## Task description:
Within the records below, filter for lines carrying the word "position" and copy them.

[Start of Attachment]

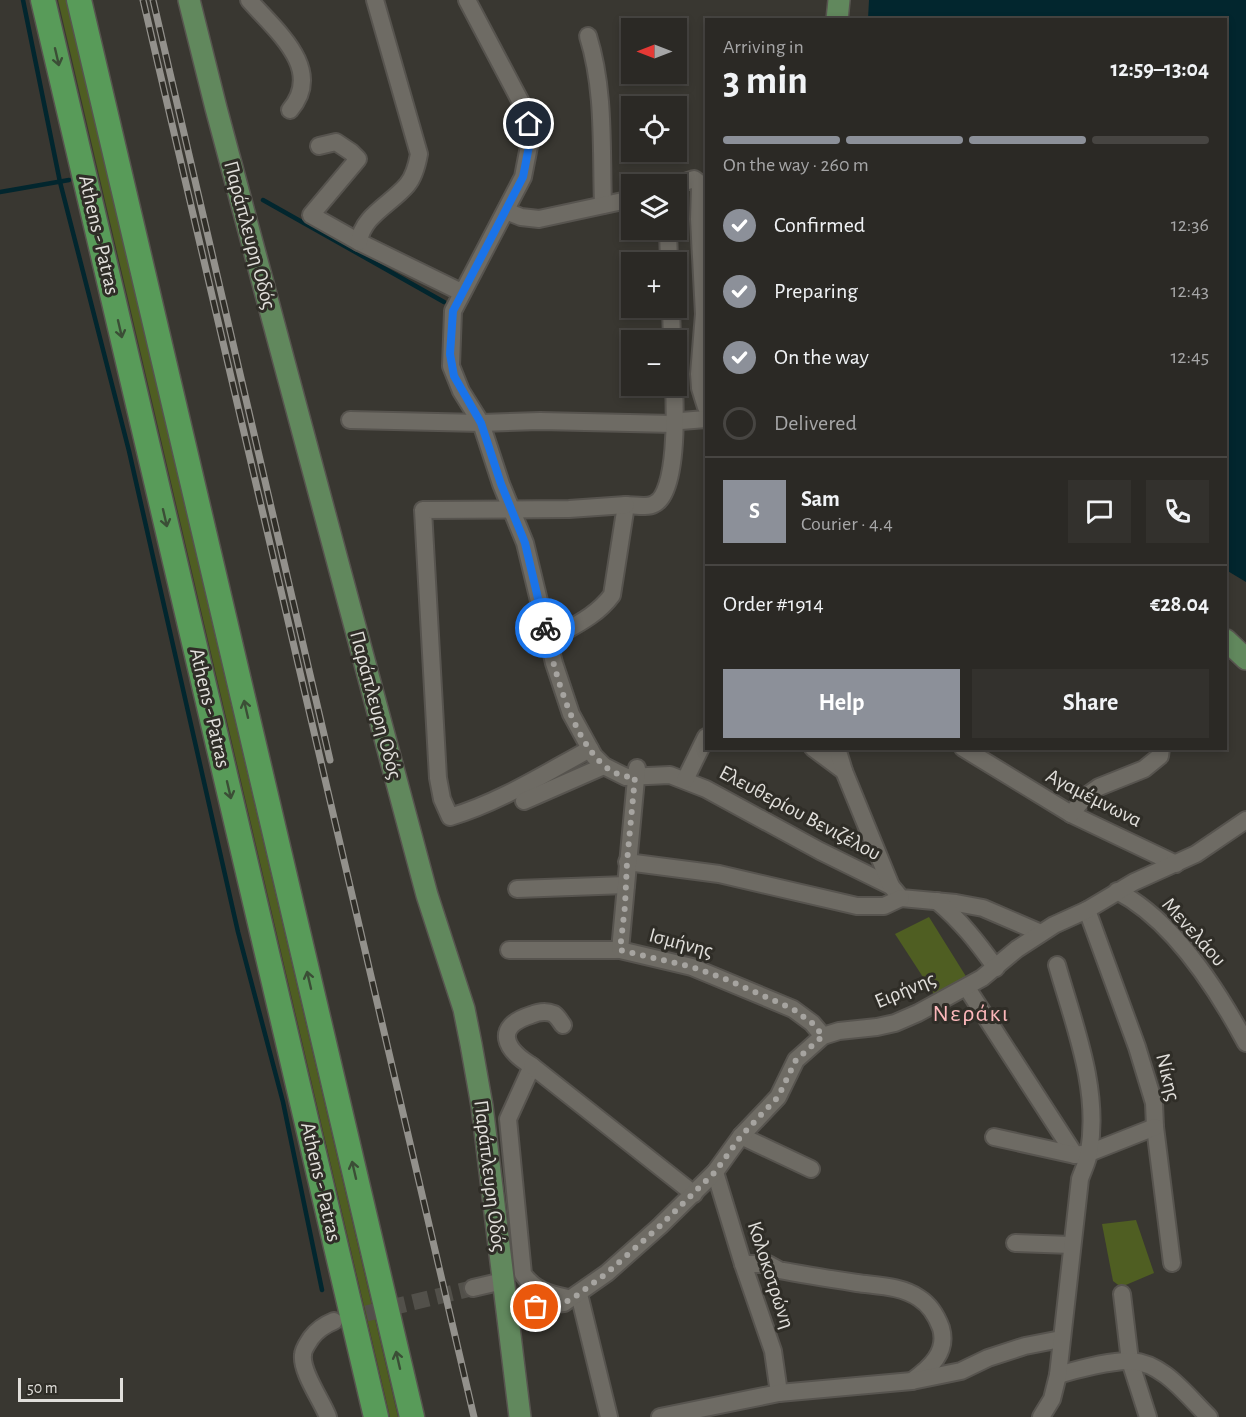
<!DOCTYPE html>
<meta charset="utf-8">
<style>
:root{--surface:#2b2925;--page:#33312d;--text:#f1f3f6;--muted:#a6a6a7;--line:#474542;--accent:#8c9099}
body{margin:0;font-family:"Alegreya Sans",sans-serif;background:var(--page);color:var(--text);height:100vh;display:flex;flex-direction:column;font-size:22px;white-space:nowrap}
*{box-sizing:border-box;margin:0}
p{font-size:20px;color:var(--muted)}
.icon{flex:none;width:33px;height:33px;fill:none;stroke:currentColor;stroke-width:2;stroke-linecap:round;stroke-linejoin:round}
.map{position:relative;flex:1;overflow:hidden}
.details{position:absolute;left:705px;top:18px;width:522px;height:732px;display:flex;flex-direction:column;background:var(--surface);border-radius:0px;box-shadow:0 3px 9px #0003,0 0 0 2px var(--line)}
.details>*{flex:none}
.needle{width:39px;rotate:270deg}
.fabs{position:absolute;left:621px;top:18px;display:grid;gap:12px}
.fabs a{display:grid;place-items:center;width:66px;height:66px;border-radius:0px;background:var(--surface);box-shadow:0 3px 9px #0003,0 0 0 2px var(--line);font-size:30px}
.scale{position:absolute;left:18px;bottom:15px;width:105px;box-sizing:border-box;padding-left:6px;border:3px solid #e1dfdb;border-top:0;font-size:16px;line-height:21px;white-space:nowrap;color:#e1dfdb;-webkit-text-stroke:4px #2f2d27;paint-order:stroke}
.pin{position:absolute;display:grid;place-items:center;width:51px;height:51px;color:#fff;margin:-26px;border:3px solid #fff;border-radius:50%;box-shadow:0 2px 6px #0007}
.courier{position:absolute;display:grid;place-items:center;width:60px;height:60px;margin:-30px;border:4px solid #1a73e8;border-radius:50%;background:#fff;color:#222;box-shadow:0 2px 8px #0007}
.head em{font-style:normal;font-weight:700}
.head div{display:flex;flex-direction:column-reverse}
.head{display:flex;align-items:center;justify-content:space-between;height:102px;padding:0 18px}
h1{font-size:39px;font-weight:700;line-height:45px}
.bar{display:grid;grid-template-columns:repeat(4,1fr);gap:9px 6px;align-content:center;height:72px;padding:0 18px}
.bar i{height:8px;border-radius:4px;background:var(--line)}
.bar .on{background:var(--accent)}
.bar p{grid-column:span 4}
.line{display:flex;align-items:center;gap:15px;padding:0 18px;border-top:2px solid var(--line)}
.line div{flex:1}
.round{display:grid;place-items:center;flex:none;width:63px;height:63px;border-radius:0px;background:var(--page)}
ol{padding:0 18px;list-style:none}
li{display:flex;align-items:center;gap:18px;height:66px}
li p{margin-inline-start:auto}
li .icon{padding:6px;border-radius:50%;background:var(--accent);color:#fff;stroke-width:4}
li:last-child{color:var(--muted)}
li i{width:33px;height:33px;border:3px solid var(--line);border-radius:50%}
.action{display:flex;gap:12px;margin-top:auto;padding:12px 18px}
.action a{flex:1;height:69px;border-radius:0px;background:var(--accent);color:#fff;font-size:24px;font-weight:700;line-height:69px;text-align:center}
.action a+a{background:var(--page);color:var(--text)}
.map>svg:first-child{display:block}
.green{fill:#4f5e22}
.water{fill:#02262e}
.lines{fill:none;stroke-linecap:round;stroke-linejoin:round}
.stream{stroke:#02262e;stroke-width:4.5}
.minor-tunnel{stroke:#52504a;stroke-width:16;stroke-dasharray:16 8;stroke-linecap:butt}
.minor-casing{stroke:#57544f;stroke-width:20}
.major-casing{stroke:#57544f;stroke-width:24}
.highway-casing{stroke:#57544f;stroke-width:27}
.minor{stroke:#6e6b64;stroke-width:16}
.major{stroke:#61885d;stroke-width:21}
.highway{stroke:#589b59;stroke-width:24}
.rail-casing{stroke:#93918c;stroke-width:7}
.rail{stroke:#2f2d27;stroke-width:4.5;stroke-dasharray:14;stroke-linecap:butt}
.oneway{stroke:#3b4e36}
.done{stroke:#a6a4a0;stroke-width:6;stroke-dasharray:0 10.8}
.route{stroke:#1a73e8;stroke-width:8}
.labels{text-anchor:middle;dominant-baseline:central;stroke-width:6;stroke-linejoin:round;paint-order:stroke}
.street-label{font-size:21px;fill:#e1dfdb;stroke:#2f2d27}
.quarter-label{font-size:24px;letter-spacing:1.5px;fill:#fcb7ba;stroke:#2f2d27}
</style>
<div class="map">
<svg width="1246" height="1417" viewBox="0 0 1246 1417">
<rect width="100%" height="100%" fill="#393731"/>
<!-- green -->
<g class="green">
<polygon points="58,0 66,0 398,1417 390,1417"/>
<polygon points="929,917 967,978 934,994 895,934"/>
<polygon points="1136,1220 1154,1273 1121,1287 1113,1281 1102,1224"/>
</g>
<!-- water -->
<polygon class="water" points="869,0 1246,0 1246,582 1226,570 1226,20 868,19"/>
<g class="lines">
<!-- stream -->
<g class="stream">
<polyline points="23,0 60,182 129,451 238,932 283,1102 322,1290"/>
<polyline points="0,192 69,180"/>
<polyline points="263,200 444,302"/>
</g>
<!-- minor-tunnel -->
<polyline class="minor-tunnel" points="343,1319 473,1288"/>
<defs>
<g id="minor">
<path d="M249,0C275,30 325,69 290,110"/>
<polyline points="467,0 525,110 531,136 523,177 453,311 451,366 461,391 481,423 501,484 525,543 554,663 571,714 594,756 604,766 626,777 670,775 706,789 820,851 891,886 901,898 956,903 983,908 1041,933"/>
<path d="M588,36C605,90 601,148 603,205"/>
<polyline points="319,146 336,142 351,152 358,159 311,215 359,242 461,292"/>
<polyline points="676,185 694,179 698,182 700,187 699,219 704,314 699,374 700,388 706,407"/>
<polyline points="506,211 521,217 539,219 632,199"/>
<polyline points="668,230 669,262"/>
<path d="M359,242C362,216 391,204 407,185C414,177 417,165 419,154L375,0"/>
<polyline points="671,308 672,340"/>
<polyline points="350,420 481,423 540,421 674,424 681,421 706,419"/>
<path d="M548,641C571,627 596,617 612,595L626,505C634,505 647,508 654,504C678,494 675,408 674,386"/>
<polyline points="813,748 844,771"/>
<polyline points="837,748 844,771 891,886"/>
<polyline points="963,748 1071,814 1176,864"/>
<path d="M590,749C544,774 500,802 450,817L442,799L438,778L423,510L569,509L626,505"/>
<polyline points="685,780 706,737"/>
<polyline points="524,801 604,766"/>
<polyline points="1071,814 1085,797 1099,787 1144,769 1160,756 1161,748"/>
<polyline points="627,862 719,874 857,906 884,906 901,898"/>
<polyline points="517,889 626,885"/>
<path d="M1117,891C1173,920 1217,989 1246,1043"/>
<path d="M937,901C961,921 978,943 996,968"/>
<polyline points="1087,910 1137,1047 1154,1103 1155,1127 1172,1263"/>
<polyline points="509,950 620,950 692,967 793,1009 812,1023 823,1036"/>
<polyline points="620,950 637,768"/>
<polyline points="967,988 1075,1155"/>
<path d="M563,1025C560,1021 558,1017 554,1014C547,1011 538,1012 531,1015C493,1027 505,1050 532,1066L508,1119L523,1274C534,1290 549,1294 568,1298"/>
<polyline points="532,1066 694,1194"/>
<polyline points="741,1136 811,1169"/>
<polyline points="994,1137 1075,1155 1089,1153 1155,1127"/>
<polyline points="715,1172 743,1264 773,1351 779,1393"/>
<polyline points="1015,1243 1071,1245"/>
<path d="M743,1264H768L779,1270C805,1275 831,1279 857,1283C879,1286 901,1286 919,1298C930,1305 937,1317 941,1328C948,1352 930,1368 912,1381"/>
<polyline points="473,1288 503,1281"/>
<polyline points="579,1294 609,1417"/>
<polyline points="1122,1294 1130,1361 1148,1417"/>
<polyline points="507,1309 564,1303 607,1273 660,1226 715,1172 741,1136 778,1097 796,1060 823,1036 839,1031 877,1027 895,1023 918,1013 982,978 1017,949 1054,925 1087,910 1134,882 1196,854 1246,820"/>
<path d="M1058,1375C1075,1370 1113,1360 1131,1361C1164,1363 1187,1396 1209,1417"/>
<path d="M328,1417C322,1401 301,1372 303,1355C303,1349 308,1343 311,1338C317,1330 324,1325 334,1321"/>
<polyline points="660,1417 779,1393 912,1381 961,1371 988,1358 1025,1346 1061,1339"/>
<path d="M1041,1417L1052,1399L1058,1375L1080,1179C1083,1170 1088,1161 1089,1152C1100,1089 1074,1025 1057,965"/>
</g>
<g id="major">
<polyline points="189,0 216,108 427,895 464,1009 471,1044 482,1106 520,1417"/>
<polyline points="837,20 839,0"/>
<polyline points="1226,640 1246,659"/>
</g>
<g id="highway">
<polyline points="43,0 376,1417"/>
<polyline points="79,0 412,1417"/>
</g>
</defs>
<!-- minor casing -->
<use href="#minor" class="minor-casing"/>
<!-- major casing -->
<use href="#major" class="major-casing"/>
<!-- highway casing -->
<use href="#highway" class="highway-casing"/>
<!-- minor -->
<use href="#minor" class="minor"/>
<!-- major -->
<use href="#major" class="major"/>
<!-- highway -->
<use href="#highway" class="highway"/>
<defs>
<g id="rail">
<polyline points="143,0 474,1417"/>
<polyline points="153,0 330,760"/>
</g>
</defs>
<!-- rail casing -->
<use href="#rail" class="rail-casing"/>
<!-- rail -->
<use href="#rail" class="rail"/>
</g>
<!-- one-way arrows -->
<defs><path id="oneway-shaft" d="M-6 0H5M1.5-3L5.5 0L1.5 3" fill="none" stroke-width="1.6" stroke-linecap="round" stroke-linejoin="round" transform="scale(1.5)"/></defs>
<g class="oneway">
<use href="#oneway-shaft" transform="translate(57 57) rotate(77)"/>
<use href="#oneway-shaft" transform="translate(120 329) rotate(77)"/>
<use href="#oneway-shaft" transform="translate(165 518) rotate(77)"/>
<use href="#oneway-shaft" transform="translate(246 709) rotate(-103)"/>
<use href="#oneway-shaft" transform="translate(229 790) rotate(77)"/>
<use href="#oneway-shaft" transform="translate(309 980) rotate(-103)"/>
<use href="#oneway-shaft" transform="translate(354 1170) rotate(-103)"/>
<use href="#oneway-shaft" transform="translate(398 1360) rotate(-103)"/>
</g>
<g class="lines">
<!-- done -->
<path class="done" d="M536,1307L558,1305L572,1299L607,1273L660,1226L715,1172L741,1136L778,1097L796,1060L823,1036L812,1023L793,1009L723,978L692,967L620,950L625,906L627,862L635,777C580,780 554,669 545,628"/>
<!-- route -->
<polyline class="route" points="529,124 531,136 523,177 453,311 450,354 454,376 481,423 501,484 525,543 545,628"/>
</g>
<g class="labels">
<!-- street labels -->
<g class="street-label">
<text transform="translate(99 235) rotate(77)">Athens - Patras</text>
<text transform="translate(250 235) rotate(75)">Παράπλευρη Οδός</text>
<text transform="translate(376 705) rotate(75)">Παράπλευρη Οδός</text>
<text transform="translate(210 708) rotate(77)">Athens - Patras</text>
<text transform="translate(1094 798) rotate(27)">Αγαμέμνωνα</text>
<text transform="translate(800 813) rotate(28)">Ελευθερίου Βενιζέλου</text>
<text transform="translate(1194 932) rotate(48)">Μενελάου</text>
<text transform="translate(681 943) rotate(15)">Ισμήνης</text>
<text transform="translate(905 990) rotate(-23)">Ειρήνης</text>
<text transform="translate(1168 1077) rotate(76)">Νίκης</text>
<text transform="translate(490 1176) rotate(83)">Παράπλευρη Οδός</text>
<text transform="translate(321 1182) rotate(77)">Athens - Patras</text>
<text transform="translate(771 1275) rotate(72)">Κολοκοτρώνη</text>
</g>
<!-- quarter labels -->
<g class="quarter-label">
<text x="971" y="1014">Νεράκι</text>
</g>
</g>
</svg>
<div class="fabs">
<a><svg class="needle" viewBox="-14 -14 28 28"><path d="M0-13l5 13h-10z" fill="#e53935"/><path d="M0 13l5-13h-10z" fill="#a6a6a7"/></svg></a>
<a><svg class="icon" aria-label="locate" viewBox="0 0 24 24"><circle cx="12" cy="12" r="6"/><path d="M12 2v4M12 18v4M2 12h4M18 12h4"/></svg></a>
<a><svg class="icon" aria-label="layers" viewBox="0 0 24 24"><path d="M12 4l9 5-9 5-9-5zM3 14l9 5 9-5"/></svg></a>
<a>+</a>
<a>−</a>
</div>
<div class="scale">50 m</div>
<div class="pin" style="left:536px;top:1307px;background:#ea580c"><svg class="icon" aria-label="bag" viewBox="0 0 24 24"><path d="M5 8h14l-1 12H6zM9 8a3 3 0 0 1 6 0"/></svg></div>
<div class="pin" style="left:529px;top:124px;background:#1f2937"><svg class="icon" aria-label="home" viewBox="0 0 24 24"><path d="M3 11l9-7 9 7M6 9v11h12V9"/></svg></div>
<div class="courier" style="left:545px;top:628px"><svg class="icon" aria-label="bike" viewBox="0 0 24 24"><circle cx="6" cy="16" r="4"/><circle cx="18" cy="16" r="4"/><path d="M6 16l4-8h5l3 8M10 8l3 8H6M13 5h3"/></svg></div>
<section class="details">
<div class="head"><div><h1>3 min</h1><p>Arriving in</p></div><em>12:59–13:04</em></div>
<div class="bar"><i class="on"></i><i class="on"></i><i class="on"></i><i></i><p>On the way · 260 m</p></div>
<ol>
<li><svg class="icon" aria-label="check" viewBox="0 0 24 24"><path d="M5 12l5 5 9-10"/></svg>Confirmed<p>12:36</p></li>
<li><svg class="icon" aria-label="check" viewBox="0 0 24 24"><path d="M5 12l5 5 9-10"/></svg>Preparing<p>12:43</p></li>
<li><svg class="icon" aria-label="check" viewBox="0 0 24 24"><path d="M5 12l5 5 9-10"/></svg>On the way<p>12:45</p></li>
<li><i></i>Delivered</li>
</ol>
<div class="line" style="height:108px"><b class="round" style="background:var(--accent);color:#fff">S</b><div><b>Sam</b><p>Courier · 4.4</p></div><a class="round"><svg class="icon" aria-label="chat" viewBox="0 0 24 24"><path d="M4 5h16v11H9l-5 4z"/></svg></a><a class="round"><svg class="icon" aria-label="phone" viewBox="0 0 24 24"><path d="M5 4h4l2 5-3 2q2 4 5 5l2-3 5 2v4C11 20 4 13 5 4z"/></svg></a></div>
<div class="line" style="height:78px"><div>Order #1914</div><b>€28.04</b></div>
<div class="action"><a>Help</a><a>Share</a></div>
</section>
</div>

[End of Attachment]

## Exercise solution:
.map{position:relative;flex:1;overflow:hidden}
.details{position:absolute;left:705px;top:18px;width:522px;height:732px;display:flex;flex-direction:column;background:var(--surface);border-radius:0px;box-shadow:0 3px 9px #0003,0 0 0 2px var(--line)}
.fabs{position:absolute;left:621px;top:18px;display:grid;gap:12px}
.scale{position:absolute;left:18px;bottom:15px;width:105px;box-sizing:border-box;padding-left:6px;border:3px solid #e1dfdb;border-top:0;font-size:16px;line-height:21px;white-space:nowrap;color:#e1dfdb;-webkit-text-stroke:4px #2f2d27;paint-order:stroke}
.pin{position:absolute;display:grid;place-items:center;width:51px;height:51px;color:#fff;margin:-26px;border:3px solid #fff;border-radius:50%;box-shadow:0 2px 6px #0007}
.courier{position:absolute;display:grid;place-items:center;width:60px;height:60px;margin:-30px;border:4px solid #1a73e8;border-radius:50%;background:#fff;color:#222;box-shadow:0 2px 8px #0007}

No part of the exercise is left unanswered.